The price Cadmus had to pay for killing the dragon of Ares was to serve the god for an “eternal” year—about eight years, the period of banishment for a homicide. Afterward Athena made him ruler of Thebes. Zeus gave Harmonia, the daughter of Aphrodite and Ares, to Cadmus as his wife. Cadmus gave Harmonia an outer robe or cloak and a necklace made by the craft god Hephaestus.

As further punishment for killing Ares’ dragon-serpent, many of the children of Cadmus and Harmonia died. Childless, the couple left Thebes and settled in the country of the Enchelians. The people received them kindly, making Cadmus their king. One day Cadmus said,

“If a serpent’s life is so dear to the gods, I would I were myself a serpent.”

No sooner had Cadmus uttered the words than he began to change into a snake. When Harmonia saw him, she asked the gods to grant her the same. The two became serpents. When they died, they went to Elysium. Later Greek mythology credits Cadmus with the invention of the Greek alphabet and
the art of mining and with the introduction of the worship of Dionysus.
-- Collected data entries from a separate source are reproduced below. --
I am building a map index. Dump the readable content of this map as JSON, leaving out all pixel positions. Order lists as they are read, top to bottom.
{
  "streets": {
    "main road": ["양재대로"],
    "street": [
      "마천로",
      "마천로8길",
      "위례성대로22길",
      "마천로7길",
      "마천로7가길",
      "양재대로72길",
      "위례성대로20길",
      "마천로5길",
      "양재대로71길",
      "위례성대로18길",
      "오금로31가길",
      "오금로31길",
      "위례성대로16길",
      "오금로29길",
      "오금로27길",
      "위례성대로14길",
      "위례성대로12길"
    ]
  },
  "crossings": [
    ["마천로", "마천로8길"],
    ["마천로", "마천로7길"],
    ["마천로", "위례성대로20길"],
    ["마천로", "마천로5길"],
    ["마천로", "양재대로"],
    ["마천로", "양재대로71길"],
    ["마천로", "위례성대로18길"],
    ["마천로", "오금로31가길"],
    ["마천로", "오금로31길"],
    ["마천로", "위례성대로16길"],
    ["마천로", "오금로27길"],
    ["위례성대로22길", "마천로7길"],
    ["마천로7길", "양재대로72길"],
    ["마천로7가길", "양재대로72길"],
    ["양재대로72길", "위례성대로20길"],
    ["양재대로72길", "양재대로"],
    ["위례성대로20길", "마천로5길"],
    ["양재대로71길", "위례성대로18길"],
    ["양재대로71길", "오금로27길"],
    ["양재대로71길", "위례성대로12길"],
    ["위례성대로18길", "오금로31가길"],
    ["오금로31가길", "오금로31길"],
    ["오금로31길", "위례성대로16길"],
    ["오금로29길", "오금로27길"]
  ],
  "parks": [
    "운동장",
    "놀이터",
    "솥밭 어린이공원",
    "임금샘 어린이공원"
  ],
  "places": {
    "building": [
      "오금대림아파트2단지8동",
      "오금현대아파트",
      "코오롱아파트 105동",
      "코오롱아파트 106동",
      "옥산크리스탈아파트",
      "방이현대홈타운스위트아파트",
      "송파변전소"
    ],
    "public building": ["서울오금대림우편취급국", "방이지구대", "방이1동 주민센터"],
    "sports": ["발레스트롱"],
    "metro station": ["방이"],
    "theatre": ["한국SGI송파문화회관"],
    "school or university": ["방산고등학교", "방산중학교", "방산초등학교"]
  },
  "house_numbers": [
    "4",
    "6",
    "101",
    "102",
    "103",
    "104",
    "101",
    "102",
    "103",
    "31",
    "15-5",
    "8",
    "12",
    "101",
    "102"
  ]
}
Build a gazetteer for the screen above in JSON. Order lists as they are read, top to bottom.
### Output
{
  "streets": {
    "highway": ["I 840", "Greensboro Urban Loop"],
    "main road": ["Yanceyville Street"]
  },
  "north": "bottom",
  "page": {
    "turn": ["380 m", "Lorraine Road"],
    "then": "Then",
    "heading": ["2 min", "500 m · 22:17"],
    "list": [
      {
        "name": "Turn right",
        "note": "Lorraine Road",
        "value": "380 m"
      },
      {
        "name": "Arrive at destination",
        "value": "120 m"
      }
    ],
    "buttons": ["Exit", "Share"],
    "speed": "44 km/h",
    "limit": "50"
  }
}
Lord Byron refers to the belief that Cadmus invented the alphabet:

You have the letters Cadmus gave Think you he meant them for a slave?

In Paradise Lost (book 9.503–506) Milton refers to the changing of Cadmus and Harmonia into serpents:

. . . pleasing was his shape, And lovely: never since of serpent kind Lovelier; not those that in Illyria changed Hermione and Cadmus. . . .

(Milton confused Hermione with Harmonia.) Matthew Arnold’s play Empedocles on Aetna refers to Harmonia and Cadmus’s tale:

. . . Two bright and aged snakes Who once were Cadmus and Harmonia, Back in the glens or on the warm sea shore, In breathless quiet after all their ills.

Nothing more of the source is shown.